### WORK REQUEST
Every line below that holds the word "align" must be listed.

<<<<

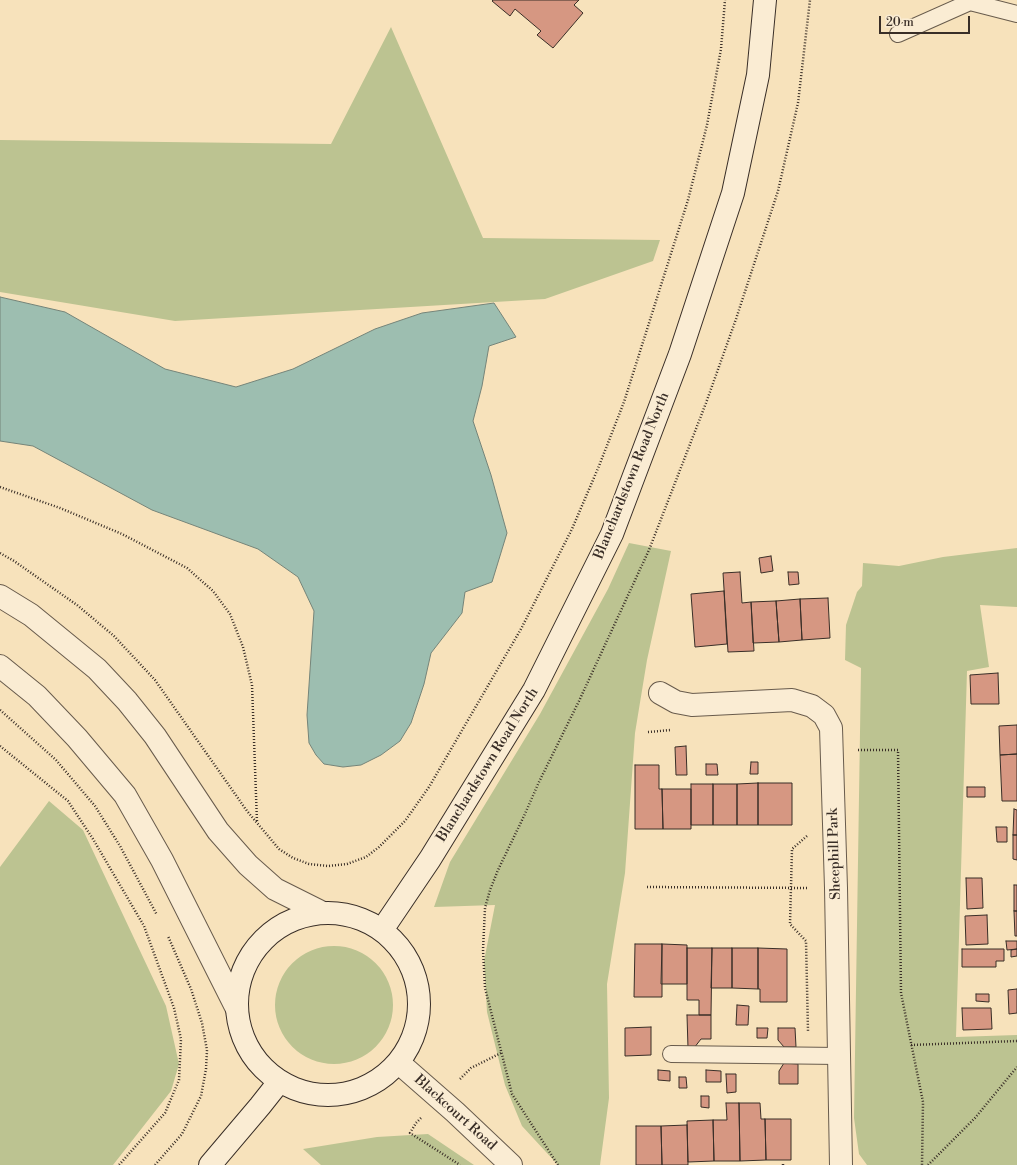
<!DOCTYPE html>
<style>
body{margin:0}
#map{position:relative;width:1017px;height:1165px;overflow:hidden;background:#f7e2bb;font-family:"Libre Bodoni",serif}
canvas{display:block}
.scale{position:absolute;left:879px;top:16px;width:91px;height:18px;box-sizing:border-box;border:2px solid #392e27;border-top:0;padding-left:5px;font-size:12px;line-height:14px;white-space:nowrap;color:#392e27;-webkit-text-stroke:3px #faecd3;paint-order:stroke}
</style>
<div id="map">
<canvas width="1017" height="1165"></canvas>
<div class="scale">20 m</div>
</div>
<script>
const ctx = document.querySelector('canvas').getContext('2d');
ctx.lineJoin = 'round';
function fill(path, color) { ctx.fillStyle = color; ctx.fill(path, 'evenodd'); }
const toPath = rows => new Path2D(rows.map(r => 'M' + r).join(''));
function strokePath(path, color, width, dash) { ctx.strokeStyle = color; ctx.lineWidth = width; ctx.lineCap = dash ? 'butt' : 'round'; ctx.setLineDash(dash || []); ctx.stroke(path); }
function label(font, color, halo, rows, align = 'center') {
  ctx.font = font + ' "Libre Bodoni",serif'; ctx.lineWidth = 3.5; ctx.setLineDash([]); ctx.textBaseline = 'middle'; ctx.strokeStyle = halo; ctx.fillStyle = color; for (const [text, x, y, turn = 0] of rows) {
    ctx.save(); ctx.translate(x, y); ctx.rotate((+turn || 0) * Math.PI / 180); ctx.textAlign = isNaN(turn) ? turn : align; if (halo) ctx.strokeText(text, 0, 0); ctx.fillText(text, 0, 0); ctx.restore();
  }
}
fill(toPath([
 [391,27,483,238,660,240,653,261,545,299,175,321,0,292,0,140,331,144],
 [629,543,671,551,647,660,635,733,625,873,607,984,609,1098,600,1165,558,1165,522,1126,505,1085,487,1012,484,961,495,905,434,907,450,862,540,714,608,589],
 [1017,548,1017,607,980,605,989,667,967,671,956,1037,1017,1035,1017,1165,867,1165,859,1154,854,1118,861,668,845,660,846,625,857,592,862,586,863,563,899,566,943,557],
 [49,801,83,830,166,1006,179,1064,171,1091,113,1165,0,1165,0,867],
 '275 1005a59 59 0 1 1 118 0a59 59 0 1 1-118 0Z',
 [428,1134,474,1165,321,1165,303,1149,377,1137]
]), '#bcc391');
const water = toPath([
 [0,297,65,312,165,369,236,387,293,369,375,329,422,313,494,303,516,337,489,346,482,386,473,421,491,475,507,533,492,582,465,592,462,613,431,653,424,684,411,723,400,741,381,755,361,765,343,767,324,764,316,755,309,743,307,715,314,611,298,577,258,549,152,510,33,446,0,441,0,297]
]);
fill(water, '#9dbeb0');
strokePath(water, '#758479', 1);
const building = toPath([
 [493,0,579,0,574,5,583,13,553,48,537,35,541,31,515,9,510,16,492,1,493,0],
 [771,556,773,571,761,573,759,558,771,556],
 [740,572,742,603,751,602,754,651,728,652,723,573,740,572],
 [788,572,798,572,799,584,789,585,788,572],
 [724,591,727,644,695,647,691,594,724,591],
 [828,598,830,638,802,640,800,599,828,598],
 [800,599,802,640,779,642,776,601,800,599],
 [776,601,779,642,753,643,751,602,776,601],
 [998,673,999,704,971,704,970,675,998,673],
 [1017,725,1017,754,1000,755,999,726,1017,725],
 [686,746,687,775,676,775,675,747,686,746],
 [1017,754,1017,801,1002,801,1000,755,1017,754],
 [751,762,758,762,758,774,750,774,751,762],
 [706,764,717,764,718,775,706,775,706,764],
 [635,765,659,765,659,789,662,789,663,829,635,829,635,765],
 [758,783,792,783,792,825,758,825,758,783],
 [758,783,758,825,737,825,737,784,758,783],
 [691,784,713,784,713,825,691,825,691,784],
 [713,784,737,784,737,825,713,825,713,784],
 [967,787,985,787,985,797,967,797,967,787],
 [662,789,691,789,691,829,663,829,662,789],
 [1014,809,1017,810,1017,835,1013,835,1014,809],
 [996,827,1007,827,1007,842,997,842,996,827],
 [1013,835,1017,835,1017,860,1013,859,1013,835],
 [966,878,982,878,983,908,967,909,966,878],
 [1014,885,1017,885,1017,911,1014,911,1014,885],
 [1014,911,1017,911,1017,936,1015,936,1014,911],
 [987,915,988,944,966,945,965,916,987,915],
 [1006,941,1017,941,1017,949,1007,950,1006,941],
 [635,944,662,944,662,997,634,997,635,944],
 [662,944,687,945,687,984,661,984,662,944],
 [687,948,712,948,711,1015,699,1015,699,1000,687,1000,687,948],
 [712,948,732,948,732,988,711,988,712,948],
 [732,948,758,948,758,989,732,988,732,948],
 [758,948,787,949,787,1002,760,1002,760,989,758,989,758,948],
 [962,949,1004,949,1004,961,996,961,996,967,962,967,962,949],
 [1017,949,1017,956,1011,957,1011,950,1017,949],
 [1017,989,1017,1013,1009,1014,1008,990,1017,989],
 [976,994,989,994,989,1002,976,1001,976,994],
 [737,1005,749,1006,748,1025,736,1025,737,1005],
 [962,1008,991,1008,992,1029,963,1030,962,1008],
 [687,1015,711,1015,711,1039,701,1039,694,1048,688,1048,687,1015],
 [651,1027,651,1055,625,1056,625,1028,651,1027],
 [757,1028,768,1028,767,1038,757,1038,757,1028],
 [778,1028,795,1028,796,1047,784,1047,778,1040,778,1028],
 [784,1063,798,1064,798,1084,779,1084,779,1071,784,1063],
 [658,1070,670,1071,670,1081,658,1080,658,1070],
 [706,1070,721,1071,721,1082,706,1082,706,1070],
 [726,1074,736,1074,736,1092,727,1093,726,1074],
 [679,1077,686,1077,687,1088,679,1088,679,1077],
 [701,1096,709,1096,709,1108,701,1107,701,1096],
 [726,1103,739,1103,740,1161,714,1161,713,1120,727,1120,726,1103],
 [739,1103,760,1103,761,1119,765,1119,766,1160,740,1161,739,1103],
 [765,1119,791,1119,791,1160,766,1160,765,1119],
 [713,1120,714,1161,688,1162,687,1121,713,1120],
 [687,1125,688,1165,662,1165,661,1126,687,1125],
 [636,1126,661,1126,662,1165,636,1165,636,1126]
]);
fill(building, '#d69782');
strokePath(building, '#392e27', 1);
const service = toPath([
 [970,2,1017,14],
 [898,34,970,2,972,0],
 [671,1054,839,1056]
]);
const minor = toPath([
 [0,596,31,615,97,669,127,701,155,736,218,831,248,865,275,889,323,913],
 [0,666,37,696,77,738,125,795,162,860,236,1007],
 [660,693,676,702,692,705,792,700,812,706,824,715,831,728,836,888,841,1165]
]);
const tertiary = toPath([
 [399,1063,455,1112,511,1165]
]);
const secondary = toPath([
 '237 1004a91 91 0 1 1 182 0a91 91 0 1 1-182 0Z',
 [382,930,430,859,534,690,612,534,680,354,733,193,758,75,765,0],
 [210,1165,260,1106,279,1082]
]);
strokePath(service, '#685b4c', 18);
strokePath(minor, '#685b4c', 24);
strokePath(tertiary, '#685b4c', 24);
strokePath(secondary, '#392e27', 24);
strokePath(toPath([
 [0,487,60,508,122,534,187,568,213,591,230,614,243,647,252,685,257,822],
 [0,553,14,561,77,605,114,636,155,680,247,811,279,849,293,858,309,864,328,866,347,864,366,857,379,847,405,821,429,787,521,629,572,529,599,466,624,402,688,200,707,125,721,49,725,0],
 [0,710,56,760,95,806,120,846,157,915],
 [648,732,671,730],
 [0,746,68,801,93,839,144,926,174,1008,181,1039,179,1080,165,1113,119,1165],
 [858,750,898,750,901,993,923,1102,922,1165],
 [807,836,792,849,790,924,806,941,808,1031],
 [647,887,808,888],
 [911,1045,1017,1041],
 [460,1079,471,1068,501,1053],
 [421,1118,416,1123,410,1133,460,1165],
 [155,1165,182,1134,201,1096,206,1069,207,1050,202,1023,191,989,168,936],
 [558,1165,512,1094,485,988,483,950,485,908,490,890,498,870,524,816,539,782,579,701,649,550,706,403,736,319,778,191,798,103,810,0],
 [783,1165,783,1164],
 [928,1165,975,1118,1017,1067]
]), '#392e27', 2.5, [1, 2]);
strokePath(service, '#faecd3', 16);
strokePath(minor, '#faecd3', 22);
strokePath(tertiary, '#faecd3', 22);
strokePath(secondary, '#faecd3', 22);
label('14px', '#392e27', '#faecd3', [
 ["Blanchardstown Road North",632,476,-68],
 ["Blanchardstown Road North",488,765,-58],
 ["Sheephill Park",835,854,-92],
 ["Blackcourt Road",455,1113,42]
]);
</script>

>>>>

### REPLY TO THE EXERCISE
function label(font, color, halo, rows, align = 'center') {
    ctx.save(); ctx.translate(x, y); ctx.rotate((+turn || 0) * Math.PI / 180); ctx.textAlign = isNaN(turn) ? turn : align; if (halo) ctx.strokeText(text, 0, 0); ctx.fillText(text, 0, 0); ctx.restore();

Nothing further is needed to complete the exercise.